Negative F/X translation and transaction are having an outsized impact on Avon's recent financial performance, with a strong orientation toward the emerging markets of Brazil and Russia. The company absorbed $315 million of F/X translation and transaction costs in 2014. The run-rate year-to-date is higher at around $350 million.
KEY ASSUMPTIONS
--The proposed transactions close as anticipated in spring 2016;
--Organic revenue growth up around 1% in 2015, with negative volume trends being offset somewhat by high pricing. Positive organic growth of 2% in 2016 excluding North America;
--Currencies hold at current levels negatively affecting revenues by about 19% in 2015 year, in line with management's November 2015 guidance;
--EBITDA of approximately $575 million in 2015 and $525 million to $550 million in 2016;
--Free cash flow negative in the $150 million range in 2015. Preliminary FCF expected to be positive in 2016, north of $125 million with the dividend suspension as well as lower pension payments and royalty stream from Avon North America to Avon.
RATING SENSITIVITIES
Future developments that may, individually or collectively, lead to a positive rating action:
:
--Stabilizing the Outlook is dependent on Avon's ability to articulate and begin to execute a credible turnaround plan at its January 2016 Analyst Day.
Negative:
Future developments that may, individually or collectively, lead to a negative rating action:
--Continued sales declines, which would be exemplified by active representative and volume declines accelerating toward and being sustained in the mid-single-digits range;
--Significant EBITDA contraction to a level below $500 million.
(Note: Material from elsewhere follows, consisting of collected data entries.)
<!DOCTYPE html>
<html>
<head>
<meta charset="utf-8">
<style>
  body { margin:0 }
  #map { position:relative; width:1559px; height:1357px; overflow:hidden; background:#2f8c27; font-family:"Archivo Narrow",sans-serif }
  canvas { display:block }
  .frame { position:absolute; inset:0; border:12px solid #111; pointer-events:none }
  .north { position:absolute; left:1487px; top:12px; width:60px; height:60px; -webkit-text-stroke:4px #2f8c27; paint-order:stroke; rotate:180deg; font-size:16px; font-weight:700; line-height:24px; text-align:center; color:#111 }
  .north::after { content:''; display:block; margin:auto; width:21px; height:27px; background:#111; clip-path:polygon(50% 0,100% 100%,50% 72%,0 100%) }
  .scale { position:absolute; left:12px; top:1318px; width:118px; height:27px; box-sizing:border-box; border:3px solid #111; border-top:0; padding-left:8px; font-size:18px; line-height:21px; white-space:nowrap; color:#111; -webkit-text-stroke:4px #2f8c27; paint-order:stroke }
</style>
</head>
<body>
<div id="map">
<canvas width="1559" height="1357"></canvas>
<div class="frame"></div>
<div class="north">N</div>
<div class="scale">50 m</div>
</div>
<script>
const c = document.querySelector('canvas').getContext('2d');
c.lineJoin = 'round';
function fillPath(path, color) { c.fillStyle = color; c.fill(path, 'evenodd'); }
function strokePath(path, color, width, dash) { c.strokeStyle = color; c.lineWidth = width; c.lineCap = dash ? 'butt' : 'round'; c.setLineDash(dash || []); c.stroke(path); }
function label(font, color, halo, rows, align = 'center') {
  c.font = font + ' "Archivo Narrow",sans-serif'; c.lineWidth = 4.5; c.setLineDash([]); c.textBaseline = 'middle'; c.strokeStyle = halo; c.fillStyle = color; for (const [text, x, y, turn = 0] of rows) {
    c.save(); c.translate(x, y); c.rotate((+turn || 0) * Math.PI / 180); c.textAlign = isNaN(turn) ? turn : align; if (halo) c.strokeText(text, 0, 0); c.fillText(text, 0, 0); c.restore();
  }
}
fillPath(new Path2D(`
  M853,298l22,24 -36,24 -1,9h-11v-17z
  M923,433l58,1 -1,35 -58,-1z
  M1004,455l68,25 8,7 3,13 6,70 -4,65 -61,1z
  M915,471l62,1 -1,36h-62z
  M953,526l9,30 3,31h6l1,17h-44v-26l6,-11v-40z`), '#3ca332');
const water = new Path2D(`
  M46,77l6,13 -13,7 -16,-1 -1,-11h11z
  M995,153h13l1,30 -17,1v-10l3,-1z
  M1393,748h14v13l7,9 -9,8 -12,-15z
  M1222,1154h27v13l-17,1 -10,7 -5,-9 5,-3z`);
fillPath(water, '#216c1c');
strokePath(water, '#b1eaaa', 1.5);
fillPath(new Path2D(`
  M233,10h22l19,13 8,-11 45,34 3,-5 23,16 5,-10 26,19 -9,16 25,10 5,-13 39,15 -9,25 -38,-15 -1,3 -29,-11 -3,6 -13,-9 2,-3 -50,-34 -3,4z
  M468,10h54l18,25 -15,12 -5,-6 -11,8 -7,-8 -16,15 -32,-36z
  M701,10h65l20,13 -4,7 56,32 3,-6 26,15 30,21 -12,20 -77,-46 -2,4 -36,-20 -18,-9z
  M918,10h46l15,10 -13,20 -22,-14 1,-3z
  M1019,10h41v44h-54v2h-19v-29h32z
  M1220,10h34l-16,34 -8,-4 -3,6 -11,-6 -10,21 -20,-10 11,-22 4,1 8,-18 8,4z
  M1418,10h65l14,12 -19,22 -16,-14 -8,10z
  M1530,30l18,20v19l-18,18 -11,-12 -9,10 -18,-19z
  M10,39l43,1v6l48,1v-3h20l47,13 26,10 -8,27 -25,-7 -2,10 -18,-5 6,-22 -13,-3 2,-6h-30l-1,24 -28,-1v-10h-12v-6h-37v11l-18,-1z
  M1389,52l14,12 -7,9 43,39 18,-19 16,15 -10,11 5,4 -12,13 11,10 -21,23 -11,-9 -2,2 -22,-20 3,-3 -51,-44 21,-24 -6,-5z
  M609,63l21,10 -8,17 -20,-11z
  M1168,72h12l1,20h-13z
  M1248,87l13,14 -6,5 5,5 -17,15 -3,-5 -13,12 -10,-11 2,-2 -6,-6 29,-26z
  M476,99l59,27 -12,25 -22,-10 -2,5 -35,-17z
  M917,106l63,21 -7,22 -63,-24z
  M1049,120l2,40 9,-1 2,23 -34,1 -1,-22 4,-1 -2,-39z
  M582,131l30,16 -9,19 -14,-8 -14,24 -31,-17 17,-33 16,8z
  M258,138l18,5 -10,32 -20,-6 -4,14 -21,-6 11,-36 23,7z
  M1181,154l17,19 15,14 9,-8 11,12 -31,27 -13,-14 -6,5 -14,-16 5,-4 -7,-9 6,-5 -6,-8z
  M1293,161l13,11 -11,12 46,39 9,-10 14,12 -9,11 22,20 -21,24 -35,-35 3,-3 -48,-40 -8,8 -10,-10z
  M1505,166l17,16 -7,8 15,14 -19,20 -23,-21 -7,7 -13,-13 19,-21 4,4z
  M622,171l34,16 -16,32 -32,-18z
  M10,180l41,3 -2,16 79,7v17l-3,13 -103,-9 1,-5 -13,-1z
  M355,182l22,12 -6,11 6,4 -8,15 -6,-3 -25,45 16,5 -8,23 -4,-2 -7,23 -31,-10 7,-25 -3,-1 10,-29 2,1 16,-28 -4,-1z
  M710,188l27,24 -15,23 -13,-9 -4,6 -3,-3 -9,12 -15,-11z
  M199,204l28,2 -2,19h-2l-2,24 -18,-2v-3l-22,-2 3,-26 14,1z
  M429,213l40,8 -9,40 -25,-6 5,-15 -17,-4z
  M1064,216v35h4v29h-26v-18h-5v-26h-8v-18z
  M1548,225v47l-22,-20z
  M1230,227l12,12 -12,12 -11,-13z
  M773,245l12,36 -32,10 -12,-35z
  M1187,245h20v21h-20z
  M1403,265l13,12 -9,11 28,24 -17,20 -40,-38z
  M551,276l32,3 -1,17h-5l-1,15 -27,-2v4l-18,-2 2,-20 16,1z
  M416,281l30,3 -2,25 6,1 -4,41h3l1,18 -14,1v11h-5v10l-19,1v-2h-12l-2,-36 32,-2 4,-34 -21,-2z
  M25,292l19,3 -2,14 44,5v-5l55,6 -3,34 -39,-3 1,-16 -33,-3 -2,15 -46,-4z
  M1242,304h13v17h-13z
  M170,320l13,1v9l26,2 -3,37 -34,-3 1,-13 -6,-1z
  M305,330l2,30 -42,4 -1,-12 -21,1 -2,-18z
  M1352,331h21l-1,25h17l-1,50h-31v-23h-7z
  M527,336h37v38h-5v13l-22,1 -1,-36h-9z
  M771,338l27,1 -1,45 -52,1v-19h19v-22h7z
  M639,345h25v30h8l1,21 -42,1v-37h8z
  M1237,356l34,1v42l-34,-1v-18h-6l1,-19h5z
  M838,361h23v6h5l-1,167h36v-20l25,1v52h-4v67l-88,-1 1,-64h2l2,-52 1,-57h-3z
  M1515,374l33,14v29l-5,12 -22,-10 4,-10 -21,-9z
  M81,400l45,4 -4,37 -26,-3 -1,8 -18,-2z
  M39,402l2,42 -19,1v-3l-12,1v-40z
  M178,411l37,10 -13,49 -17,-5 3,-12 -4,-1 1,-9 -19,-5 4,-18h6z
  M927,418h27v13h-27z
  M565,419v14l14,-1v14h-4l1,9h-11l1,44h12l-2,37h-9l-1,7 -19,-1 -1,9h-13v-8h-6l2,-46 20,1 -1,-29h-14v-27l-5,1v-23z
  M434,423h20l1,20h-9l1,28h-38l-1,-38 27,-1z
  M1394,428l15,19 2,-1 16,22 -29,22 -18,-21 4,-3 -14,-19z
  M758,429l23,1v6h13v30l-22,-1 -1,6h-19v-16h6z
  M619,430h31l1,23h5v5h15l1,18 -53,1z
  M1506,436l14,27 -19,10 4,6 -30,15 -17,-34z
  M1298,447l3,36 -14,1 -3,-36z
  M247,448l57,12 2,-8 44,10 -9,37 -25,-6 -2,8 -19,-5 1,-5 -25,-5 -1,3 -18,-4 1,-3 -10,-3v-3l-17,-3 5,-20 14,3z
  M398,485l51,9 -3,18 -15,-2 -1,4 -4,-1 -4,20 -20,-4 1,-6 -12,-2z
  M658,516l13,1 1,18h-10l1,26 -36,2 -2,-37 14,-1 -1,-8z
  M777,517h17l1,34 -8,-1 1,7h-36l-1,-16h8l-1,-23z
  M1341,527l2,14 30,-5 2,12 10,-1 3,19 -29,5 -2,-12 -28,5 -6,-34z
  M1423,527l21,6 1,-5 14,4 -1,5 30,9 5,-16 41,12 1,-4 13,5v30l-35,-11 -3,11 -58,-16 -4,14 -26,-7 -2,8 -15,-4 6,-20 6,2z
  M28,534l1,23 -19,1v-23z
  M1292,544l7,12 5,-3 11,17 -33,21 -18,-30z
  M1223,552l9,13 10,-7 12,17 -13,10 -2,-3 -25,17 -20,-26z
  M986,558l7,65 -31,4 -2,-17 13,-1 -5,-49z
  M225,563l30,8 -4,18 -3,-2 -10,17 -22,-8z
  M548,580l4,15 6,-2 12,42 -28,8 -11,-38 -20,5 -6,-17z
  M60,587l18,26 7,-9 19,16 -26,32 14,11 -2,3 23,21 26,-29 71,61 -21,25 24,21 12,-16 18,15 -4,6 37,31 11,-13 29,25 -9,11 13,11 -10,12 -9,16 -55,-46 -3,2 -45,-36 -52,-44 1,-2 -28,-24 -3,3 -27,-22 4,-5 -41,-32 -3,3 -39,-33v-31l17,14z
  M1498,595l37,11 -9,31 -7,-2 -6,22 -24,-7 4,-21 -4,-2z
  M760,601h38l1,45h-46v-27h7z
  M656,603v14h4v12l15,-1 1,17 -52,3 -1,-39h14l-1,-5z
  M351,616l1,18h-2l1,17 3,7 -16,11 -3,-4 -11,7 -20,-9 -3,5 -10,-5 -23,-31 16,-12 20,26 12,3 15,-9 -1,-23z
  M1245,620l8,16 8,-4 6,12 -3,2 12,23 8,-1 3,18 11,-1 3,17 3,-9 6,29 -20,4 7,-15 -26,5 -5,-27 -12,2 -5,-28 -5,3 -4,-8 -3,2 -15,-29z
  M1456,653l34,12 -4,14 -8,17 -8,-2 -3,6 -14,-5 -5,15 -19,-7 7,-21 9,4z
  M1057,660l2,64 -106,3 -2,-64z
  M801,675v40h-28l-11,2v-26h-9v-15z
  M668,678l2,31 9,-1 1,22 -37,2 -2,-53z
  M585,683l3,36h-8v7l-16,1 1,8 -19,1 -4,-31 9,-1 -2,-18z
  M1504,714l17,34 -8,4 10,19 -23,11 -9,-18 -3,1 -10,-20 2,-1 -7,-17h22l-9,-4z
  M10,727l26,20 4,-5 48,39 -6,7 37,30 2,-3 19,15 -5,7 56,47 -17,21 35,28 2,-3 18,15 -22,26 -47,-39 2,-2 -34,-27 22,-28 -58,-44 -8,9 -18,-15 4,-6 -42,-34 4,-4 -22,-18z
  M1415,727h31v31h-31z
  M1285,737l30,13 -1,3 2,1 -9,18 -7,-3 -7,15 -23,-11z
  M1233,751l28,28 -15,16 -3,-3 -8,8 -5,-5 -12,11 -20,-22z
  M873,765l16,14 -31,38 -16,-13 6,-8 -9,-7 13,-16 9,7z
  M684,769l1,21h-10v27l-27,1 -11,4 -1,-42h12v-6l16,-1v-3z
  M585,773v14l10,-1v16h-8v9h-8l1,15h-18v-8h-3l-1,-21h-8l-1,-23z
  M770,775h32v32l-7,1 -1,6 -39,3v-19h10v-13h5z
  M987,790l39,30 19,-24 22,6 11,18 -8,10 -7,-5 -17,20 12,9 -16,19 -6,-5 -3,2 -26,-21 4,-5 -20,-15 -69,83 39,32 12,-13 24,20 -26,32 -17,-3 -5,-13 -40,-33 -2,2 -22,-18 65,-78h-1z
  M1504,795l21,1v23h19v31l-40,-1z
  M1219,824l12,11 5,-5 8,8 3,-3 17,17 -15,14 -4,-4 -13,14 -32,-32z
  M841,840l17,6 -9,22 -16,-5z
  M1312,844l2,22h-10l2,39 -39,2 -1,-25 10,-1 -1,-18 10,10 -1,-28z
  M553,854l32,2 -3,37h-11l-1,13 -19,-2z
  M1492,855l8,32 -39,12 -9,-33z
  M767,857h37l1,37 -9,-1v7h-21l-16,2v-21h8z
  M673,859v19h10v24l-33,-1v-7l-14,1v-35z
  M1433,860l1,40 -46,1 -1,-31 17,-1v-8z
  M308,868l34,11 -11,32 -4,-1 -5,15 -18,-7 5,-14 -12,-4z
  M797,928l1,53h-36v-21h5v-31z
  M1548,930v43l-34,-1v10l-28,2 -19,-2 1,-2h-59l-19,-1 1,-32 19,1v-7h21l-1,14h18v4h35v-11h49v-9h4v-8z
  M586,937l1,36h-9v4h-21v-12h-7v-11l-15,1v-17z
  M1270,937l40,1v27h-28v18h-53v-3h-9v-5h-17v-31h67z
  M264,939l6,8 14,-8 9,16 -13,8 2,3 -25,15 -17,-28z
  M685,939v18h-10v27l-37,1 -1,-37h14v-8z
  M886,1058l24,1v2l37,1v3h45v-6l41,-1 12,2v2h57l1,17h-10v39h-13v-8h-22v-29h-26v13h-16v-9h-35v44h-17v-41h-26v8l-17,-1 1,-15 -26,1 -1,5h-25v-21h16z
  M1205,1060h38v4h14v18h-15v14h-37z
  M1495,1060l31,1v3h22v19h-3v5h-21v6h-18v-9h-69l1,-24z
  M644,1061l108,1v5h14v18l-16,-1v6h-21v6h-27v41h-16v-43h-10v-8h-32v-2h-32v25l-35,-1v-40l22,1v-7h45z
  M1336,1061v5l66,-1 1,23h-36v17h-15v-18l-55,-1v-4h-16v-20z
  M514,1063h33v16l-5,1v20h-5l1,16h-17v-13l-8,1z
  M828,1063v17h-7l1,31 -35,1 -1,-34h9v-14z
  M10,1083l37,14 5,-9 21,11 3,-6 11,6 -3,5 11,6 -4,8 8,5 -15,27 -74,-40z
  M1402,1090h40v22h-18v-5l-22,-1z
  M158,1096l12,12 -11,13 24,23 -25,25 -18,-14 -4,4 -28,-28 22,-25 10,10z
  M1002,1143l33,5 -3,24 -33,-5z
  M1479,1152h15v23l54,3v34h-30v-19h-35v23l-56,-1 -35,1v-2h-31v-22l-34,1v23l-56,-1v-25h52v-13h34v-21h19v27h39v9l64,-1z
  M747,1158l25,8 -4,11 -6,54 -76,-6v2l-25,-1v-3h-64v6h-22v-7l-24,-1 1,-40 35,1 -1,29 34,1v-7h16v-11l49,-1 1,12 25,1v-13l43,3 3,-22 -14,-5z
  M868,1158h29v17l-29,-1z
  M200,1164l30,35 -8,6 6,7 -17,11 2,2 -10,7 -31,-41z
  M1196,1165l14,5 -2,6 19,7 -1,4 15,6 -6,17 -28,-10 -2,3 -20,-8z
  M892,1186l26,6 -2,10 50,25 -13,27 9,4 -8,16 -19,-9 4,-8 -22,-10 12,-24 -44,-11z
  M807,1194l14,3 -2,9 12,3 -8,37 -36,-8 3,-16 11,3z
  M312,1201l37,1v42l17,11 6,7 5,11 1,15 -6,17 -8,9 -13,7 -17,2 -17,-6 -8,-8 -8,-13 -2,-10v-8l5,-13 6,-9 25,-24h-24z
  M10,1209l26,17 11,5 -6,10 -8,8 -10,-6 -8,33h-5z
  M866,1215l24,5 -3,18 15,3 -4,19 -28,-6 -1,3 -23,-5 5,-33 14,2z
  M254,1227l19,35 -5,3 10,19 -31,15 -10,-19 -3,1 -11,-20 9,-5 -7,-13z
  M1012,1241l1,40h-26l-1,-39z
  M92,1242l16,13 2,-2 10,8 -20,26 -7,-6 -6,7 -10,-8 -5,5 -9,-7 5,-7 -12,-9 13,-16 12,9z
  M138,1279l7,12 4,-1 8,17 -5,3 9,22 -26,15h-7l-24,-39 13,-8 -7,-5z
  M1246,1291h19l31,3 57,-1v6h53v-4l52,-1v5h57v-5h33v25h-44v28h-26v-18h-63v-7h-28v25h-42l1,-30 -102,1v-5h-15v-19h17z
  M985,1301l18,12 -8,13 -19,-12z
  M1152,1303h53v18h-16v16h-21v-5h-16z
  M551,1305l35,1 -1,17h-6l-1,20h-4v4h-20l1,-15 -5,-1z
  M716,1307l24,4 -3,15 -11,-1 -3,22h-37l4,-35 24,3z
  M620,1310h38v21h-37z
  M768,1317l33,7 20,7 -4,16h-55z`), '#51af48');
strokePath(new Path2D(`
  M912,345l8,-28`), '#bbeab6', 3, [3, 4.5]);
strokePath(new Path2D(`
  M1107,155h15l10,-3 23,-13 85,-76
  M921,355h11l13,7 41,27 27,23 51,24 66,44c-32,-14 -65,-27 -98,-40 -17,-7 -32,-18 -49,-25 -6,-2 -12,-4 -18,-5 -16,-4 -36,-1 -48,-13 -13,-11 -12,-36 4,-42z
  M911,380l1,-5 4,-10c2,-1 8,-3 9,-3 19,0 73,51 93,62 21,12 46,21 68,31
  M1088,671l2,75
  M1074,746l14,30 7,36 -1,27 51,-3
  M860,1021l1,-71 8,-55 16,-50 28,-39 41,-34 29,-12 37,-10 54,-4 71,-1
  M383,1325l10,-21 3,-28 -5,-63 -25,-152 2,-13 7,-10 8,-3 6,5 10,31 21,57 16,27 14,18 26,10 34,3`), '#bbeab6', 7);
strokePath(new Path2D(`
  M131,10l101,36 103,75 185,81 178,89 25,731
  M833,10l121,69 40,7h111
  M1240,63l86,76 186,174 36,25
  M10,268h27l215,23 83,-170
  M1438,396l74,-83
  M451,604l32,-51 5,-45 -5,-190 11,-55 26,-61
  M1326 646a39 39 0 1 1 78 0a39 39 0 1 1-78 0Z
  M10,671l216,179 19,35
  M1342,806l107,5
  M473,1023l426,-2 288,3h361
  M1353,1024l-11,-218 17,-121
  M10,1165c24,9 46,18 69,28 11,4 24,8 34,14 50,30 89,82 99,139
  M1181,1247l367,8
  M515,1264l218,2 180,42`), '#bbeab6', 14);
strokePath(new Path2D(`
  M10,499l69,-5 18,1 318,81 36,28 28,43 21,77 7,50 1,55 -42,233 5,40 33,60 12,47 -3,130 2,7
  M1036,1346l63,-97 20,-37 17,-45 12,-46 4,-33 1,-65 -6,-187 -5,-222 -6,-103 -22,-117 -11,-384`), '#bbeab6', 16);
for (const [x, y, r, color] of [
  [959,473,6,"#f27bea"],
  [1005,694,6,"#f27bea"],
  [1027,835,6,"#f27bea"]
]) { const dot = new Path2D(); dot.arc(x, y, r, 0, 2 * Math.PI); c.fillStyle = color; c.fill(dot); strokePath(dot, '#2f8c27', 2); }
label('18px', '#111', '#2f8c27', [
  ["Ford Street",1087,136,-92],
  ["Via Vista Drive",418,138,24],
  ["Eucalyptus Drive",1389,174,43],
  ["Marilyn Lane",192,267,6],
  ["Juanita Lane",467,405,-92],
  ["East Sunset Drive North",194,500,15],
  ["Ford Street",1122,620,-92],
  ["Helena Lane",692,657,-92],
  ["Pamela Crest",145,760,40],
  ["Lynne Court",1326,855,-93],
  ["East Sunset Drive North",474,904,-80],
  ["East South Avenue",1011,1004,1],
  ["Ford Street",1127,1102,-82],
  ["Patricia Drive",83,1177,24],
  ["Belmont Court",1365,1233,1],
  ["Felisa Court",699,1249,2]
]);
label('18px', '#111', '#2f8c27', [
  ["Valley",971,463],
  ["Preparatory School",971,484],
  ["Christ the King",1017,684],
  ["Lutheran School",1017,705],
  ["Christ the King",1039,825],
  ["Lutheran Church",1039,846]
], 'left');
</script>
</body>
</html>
--Negative FCF past 2015 which would occur if the organization has not been rightsized for what appears to be a less than $7 billion-revenue company which would eat into liquidity;
--Sustained increases in leverage over 5x.
LIQUIDITY
Avon's liquidity should improve with the dividend suspension and the receipt of a net $505 million from Cerberus in 2016. The $505 million is net of $100 million that Avon will contribute to Avon North America to partially offset the approximately $230 million in pension and other liabilities.
Avon intends to apply $250 million of proceeds towards repaying a portion of the $850 million of debt maturing over 2018 and 2019.
At present, cash balances are unrestricted and available for debt repayment but had declined to $587 million at the end of September 2015 from $1.2 billion in 2013. Including full availability on its $400 million revolver that matures in 2020, total liquidity was approximately $1 billion.
Fitch expects FCF (operating cash flow less capital expenditures and dividends) be in the negative $150 million range in 2015. Preliminary FCF is expected to be positive in 2016, north of $125 million with the dividend suspension as well as lower pension payments..
Depending on how the $435 million preferred equity is structured, the instrument could have an equity credit component. Fitch may assign that component after documentation review. In the interim, if viewed solely as debt, pro forma leverage as of the last 12 months ended Sept. 30, 2015 would increase modestly to 3.7x from 3.4x.